Okay, here's a sequence of unlikely hypotheticals. Prince Charles worries himself into an early grave; Prince William has a fatal motorbike crash before he sires a legitimate heir; Harry gets killed in Iraq; and, to top it all, the next in line, Andrew, Duke of York, renounces his and his heirs rights to the throne. So we would be left with King Edward and Queen Sophie (and the inevitable jokes about potatoes and chips off the old block). Currently the Wessexes have one daughter, Lady Louise Windsor. If they had no more children, or only other daughters were born, Louise would then be our future monarch. While I would wish no harm upon Charles, William, Harry, etc., I'm excited by the prospect - though I'll probably not live to see it - of Lady Louise as head of state.

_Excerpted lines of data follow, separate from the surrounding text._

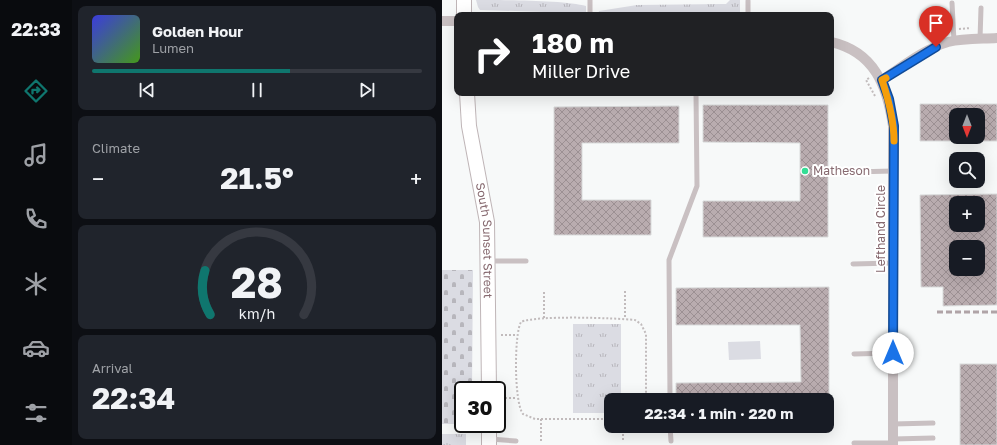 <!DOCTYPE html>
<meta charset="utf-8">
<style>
:root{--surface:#171b24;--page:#20242c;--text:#f1f3f6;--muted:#9ea1a6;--line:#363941;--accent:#0f766e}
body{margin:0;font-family:"Golos Text",sans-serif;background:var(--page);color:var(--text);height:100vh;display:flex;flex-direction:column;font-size:15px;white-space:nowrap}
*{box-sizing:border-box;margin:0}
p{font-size:13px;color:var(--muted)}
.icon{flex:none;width:22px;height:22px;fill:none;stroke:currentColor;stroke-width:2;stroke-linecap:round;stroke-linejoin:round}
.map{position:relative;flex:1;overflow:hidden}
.drawer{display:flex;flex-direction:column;gap:6px;padding:6px;background:#0d0f14;width:370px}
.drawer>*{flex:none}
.hud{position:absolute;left:12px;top:12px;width:380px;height:84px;border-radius:8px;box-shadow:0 4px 16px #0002;background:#202124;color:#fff;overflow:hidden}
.needle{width:26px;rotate:180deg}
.fabs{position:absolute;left:507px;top:108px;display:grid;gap:8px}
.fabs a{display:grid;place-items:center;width:36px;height:36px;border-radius:8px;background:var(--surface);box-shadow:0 4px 16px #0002;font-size:20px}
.speed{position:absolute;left:12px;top:381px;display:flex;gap:8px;font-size:20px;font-weight:700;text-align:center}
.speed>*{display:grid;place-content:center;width:52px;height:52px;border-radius:50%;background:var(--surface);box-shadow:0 4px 16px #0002;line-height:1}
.speed .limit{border:2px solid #111;border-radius:6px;background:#fff;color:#111}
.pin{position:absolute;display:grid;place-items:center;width:34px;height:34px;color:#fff;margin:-41px -17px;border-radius:50% 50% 50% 0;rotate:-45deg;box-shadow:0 0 4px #0007}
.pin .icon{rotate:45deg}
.me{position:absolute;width:44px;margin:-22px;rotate:0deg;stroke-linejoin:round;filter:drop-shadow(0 0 3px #0008)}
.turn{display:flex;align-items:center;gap:14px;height:84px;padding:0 12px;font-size:18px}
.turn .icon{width:52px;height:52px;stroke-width:2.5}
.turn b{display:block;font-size:28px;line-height:34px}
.big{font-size:30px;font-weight:700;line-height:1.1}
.drawer .card{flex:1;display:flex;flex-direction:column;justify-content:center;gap:6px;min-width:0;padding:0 14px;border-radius:8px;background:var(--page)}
.drawer .dial{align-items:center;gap:0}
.dial svg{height:104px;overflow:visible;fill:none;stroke:var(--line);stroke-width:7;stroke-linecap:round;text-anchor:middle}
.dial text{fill:var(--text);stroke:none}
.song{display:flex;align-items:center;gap:12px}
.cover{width:48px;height:48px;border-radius:6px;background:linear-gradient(135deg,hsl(240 70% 55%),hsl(100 70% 35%))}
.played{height:4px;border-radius:2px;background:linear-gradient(90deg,var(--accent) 60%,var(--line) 60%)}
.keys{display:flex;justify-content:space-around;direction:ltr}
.heat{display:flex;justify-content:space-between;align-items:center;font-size:22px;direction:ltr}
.trip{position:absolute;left:162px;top:393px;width:230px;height:40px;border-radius:8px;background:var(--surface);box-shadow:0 4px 16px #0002;font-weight:700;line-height:40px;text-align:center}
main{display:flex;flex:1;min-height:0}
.menu{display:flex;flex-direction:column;width:72px;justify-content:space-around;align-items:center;background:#090b0e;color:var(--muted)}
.menu .icon{width:28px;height:28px}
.menu .on{color:var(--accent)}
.menu b{font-size:18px;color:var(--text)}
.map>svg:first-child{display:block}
</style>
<main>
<nav class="menu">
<b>22:33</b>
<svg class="icon on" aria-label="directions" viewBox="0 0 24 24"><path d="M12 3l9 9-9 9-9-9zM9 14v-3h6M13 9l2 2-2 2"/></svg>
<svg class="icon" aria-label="music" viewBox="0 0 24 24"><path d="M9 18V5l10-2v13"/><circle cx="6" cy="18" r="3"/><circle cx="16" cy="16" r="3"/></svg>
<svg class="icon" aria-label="phone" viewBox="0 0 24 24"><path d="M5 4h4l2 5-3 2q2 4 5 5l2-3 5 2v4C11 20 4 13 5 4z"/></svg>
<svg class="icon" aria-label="climate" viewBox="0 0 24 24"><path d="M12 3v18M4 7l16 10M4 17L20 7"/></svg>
<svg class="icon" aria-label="car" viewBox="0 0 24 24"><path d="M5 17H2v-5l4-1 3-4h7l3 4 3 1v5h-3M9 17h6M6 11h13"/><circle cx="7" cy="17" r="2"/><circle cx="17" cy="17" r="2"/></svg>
<svg class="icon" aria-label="filters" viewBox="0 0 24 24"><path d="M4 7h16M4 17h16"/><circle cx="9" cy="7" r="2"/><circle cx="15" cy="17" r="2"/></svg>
</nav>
<section class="drawer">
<div class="card">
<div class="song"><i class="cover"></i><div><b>Golden Hour</b><p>Lumen</p></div></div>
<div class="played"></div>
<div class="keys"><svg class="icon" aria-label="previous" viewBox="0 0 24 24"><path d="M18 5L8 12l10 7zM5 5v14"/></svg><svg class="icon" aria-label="pause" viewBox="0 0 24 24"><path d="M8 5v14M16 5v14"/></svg><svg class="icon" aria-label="next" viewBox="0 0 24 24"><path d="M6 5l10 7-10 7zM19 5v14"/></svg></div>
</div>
<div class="card"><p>Climate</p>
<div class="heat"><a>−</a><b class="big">21.5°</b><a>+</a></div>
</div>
<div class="card dial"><svg viewBox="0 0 100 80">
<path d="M14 69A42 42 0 1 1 86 69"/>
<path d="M14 69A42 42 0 0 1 10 35" stroke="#0f766e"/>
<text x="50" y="56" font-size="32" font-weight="700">28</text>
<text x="50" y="72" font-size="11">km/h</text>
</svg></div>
<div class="card"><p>Arrival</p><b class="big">22:34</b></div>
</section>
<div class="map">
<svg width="555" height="445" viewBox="0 0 555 445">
<defs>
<pattern id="grass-tufts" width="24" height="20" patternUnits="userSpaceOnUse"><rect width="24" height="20" fill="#dbdce3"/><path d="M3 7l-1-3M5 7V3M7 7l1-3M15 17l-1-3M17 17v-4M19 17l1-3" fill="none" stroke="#b7b6bc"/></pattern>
<pattern id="cemetery-stones" width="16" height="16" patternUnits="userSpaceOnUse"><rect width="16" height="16" fill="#dbdce3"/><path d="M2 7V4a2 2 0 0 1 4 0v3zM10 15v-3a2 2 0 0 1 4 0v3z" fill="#b7b6bc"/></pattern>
<pattern id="building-cross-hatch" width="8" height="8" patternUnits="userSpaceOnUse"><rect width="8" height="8" fill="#b9acaf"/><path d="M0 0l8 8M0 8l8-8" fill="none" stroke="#9c9093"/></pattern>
</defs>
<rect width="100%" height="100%" fill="#f7f9f9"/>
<g fill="url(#grass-tufts)">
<path d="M 34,0 C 60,0 124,0 144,6 L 144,15 L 123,15 L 103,12 L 38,10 L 36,7 Z"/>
<polygon points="288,0 298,0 298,15 156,15 157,11 195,5 280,4 284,4"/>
<polygon points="131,324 179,324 179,400 169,400 169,413 131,413"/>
<rect x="0" y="434" width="24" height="11"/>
</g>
<polygon fill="url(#cemetery-stones)" points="0,270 31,270 30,390 21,390 21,424 0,424"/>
<polygon fill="#dbdce3" points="318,341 319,359 287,360 286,342"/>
<g fill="url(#building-cross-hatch)" stroke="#d9dbdb" fill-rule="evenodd">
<polygon points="478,104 555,104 555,141 536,141 536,115 514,115 514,141 478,141"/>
<polygon points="261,105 386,105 386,237 261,237 261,201 358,201 358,143 261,142"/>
<polygon points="237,106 237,143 140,143 140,200 209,200 209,235 112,235 112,107"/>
<path d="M 555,194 L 555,305 L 501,306 L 501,287 L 479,287 L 478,195 ZM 514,203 L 536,203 L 536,225 L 514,225 ZM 514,247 L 536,247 L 536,269 L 514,269 Z"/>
<polygon points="387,287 387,400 234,400 234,383 359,382 358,325 234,325 234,288"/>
<rect x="518" y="364" width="37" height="81"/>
</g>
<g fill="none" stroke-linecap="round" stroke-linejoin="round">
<defs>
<g id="secondary">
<polyline points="22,0 22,15"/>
<path id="s1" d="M 25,93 L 27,126 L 45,222 L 47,390"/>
<polyline points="47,424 47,445"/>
</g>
</defs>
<use href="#secondary" stroke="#bfb5b7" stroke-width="16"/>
<g stroke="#c1bbbc" stroke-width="2" stroke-dasharray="2 2" stroke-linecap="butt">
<polyline points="517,29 529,28"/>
<polyline points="427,78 424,80 433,96"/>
<polyline points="183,291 183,319"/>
<polyline points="102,292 102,318"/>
<polyline points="59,335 74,335"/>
<polyline points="59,398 75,398"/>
<polyline points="99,419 99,441"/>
<path d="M 169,419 L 93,419 L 81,414 C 72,403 72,334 79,322 C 93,315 174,318 193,320 L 199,324 L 204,334 L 204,400"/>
<polyline points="181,426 181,442"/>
</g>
<g stroke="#c9c0c2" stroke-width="5">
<polyline points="306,1 306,15"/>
<polyline points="510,3 512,41"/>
<polyline points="148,15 148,0"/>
<polyline points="538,39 539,8"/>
<polyline points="411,172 451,171"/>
<polyline points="46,261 84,261"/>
<polyline points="411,264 451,263"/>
<polyline points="412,354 451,353"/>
<polyline points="228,400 227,260 255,186 254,93"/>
<polyline points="451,424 491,423"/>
<polyline points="228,426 229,441"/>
<polyline points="48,439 74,441"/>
<polyline points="451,439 491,438"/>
<polyline points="412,443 451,443"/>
</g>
<g stroke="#c9c0c2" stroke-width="10">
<polyline points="0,21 15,21"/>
<path d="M 389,42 C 433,52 445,86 451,126 L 451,445"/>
<path d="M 440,80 C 460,67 482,49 506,42 C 522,38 539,39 555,38"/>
</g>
<use href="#secondary" stroke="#fff" stroke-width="14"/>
<polyline stroke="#b0a4a7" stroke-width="3" stroke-dasharray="6 3" stroke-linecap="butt" points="495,312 555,312"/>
</g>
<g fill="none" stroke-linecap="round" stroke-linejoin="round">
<defs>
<polyline id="route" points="451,353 452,126 447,99 440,80 494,47"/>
</defs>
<use href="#route" stroke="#114b97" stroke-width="10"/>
<use href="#route" stroke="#1a73e8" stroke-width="7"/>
<path stroke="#f59e0b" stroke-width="7" d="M 444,78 L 440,80 C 447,101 452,120 452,141"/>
</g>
<circle fill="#34dd95" stroke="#fff" stroke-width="1.5" cx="363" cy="171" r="4"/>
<g text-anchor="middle" stroke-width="4" stroke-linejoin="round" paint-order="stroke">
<g font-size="12" fill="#876a70" stroke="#fff" text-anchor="start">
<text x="371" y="175">Matheson</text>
</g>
<g font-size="12" fill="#876a70" stroke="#fff">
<text transform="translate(439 229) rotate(-90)" y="4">Lefthand Circle</text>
<text dy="4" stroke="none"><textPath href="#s1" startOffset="149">South Sunset Street</textPath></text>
</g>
</g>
</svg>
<div class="fabs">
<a><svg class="needle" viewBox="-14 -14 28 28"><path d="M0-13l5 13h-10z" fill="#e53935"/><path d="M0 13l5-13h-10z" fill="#9ea1a6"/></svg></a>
<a><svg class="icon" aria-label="search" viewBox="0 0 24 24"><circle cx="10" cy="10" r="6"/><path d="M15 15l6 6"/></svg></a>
<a>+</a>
<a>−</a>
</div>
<div class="speed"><div class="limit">30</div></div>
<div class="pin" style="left:494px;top:47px;background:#d93025"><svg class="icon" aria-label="arrive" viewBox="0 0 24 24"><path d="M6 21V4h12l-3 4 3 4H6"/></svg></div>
<svg class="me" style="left:451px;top:353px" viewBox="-20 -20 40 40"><circle r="19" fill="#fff"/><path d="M0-13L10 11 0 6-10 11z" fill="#1a73e8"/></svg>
<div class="trip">22:34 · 1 min · 220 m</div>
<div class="hud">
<div class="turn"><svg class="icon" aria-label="right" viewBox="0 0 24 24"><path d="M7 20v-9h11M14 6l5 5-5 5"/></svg><div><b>180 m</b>Miller Drive</div></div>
</div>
</div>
</main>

Lady Louise is, astrologically speaking, a very special person. In fact, anyone born between 09:06 on November 8, and 01:11, November 9, 2003, shares with Louise an extraordinary horoscope. Astrologers, at the time, and sometimes for some years in advance, had recognized the specialness of the day and had called it the Harmonic Concordance of 2003 (see here; here; here; here; etc.), a riff upon the so-called Harmonic Convergence of 1987.
Here is Lady Louise's birthchart [click to enlarge].
What's special about it is a) in particular, the Grand Sextile, aka a Star of David, and b) that she was born under a full moon that, 106 minutes later, would become a total lunar eclipse.
In order to see the Grand Sextile more clearly, here is her chart [click to enlarge] with the aspects to Mercury, Venus, Uranus, Neptune and Pluto removed.
I have well over a thousand charts and hers is the only one with a near-prefect Grand Sextile. If she were male, some might believe she were a messianic figure; and any males born at roughly the same time would be likely, I'd have thought, to develop messianic complexes.
How the chart will work out in her life is unknowable. It could be that her life will be far too easy and she might never feel the need to strive to achieve anything - drugs and laziness might overcome her. But, with the right opportunities, Lady Louise could have an extraordinarily positive impact upon Britain and the world.